**Your goal:** Work out how many lines of the listing below contain the word "Peters". Respond with that number only.

**Input:**
↓↓↓

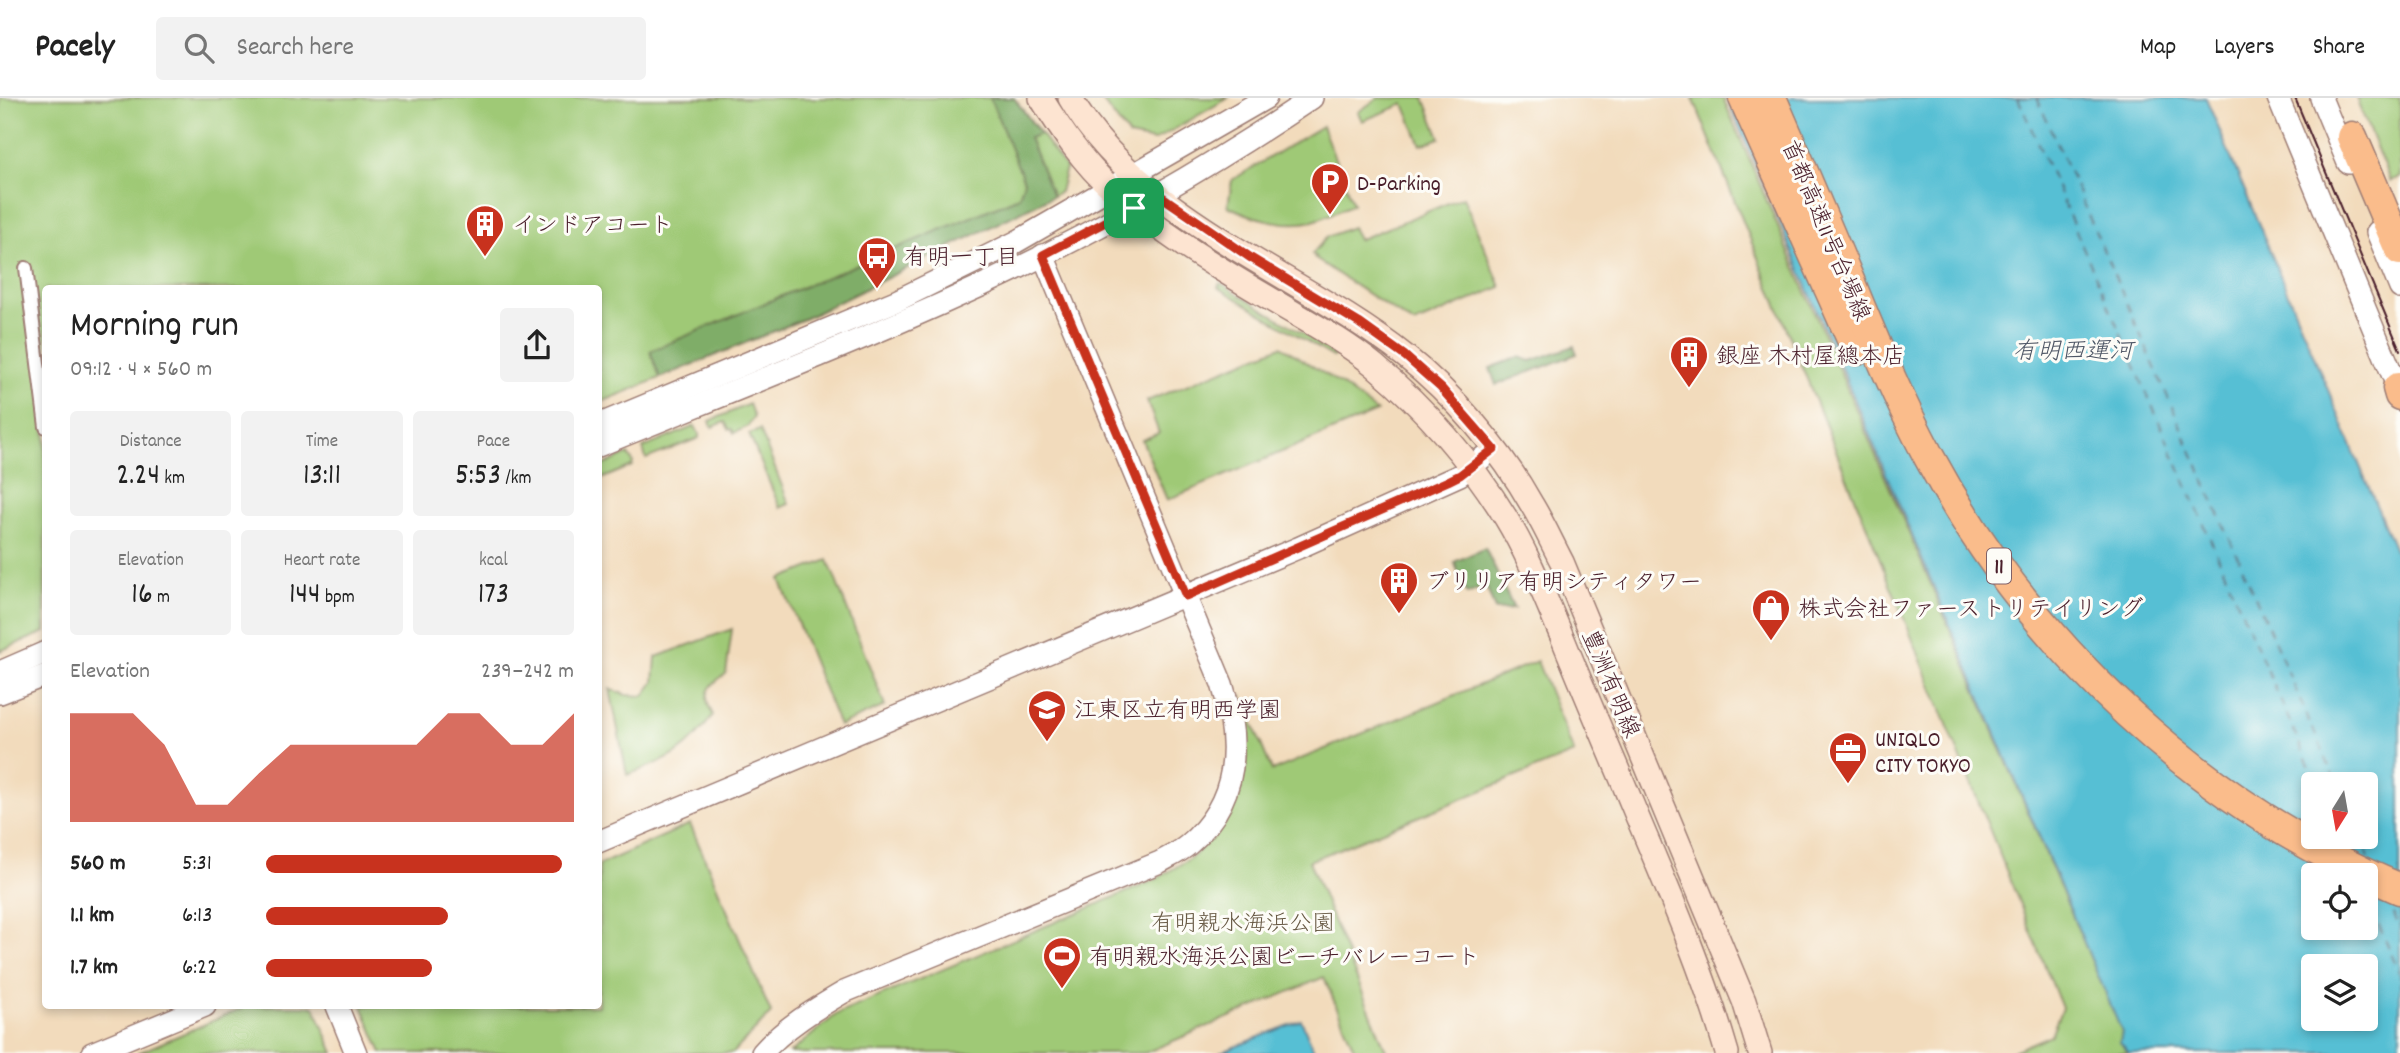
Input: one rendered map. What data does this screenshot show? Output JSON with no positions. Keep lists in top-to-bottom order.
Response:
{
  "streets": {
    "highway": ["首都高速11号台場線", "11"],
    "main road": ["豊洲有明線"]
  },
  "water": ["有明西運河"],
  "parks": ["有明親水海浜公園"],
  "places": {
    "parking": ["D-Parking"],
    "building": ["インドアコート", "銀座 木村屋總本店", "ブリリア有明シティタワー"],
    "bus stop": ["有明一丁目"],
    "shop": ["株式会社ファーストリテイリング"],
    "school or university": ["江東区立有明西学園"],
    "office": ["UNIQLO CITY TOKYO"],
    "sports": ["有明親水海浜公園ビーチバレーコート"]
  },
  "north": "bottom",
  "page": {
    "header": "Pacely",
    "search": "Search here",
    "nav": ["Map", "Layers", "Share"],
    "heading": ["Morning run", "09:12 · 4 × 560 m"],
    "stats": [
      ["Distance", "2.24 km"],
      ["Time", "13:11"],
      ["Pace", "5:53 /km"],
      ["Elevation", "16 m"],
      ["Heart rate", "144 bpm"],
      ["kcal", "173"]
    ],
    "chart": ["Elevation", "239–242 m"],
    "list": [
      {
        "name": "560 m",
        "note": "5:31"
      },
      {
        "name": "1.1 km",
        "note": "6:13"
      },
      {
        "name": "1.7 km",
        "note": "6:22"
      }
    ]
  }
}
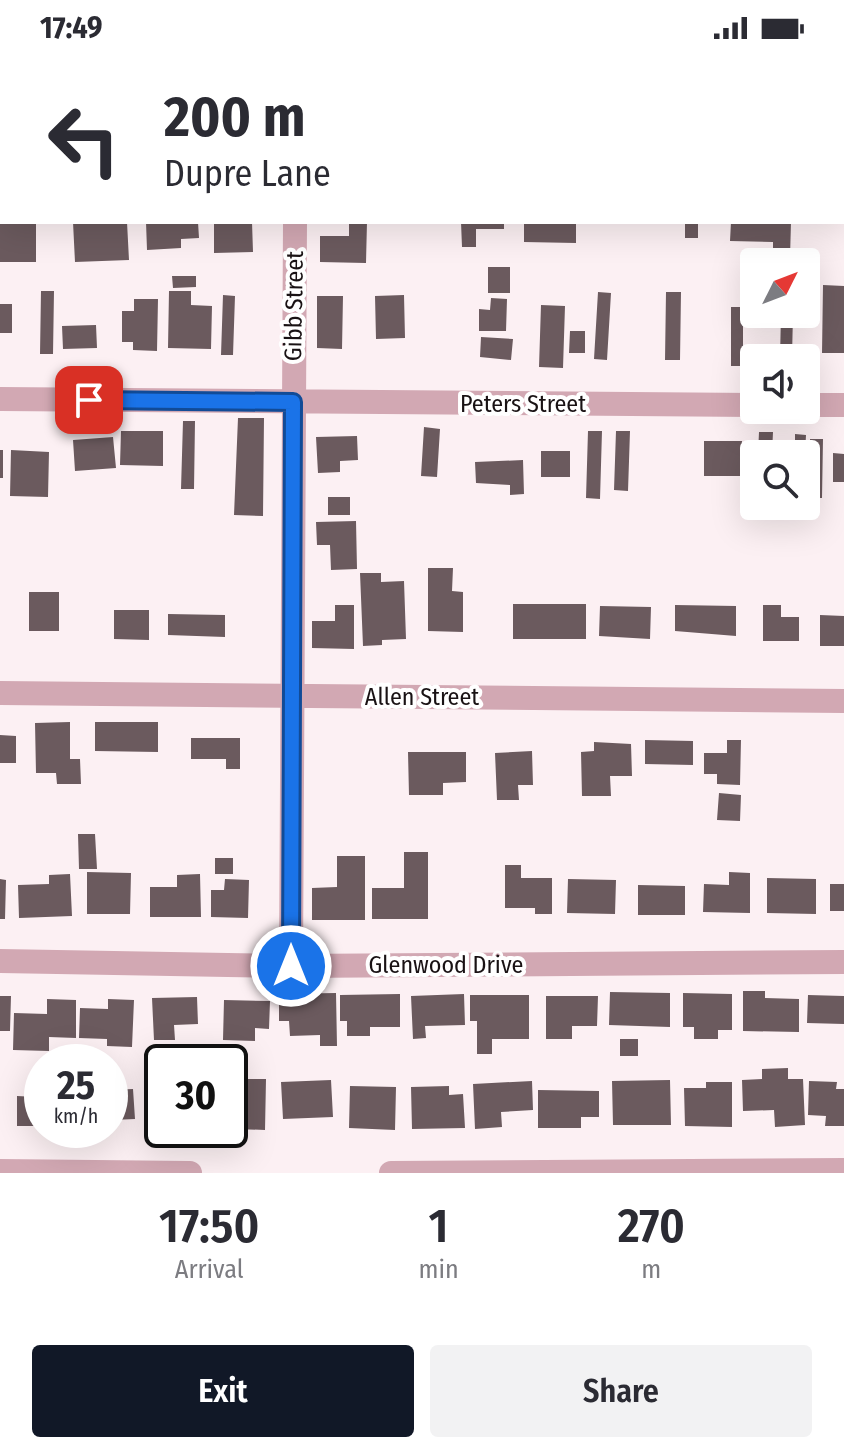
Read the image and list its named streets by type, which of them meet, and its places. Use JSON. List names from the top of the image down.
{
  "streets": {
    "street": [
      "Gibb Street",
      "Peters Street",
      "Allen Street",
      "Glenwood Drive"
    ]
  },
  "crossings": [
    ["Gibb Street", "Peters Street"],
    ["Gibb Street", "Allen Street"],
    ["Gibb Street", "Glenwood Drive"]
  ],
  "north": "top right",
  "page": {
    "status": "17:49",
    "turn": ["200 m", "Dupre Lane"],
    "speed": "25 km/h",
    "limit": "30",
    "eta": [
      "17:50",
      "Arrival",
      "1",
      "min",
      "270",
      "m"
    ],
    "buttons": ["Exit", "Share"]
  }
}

↑↑↑

**Result of this exercise:** 2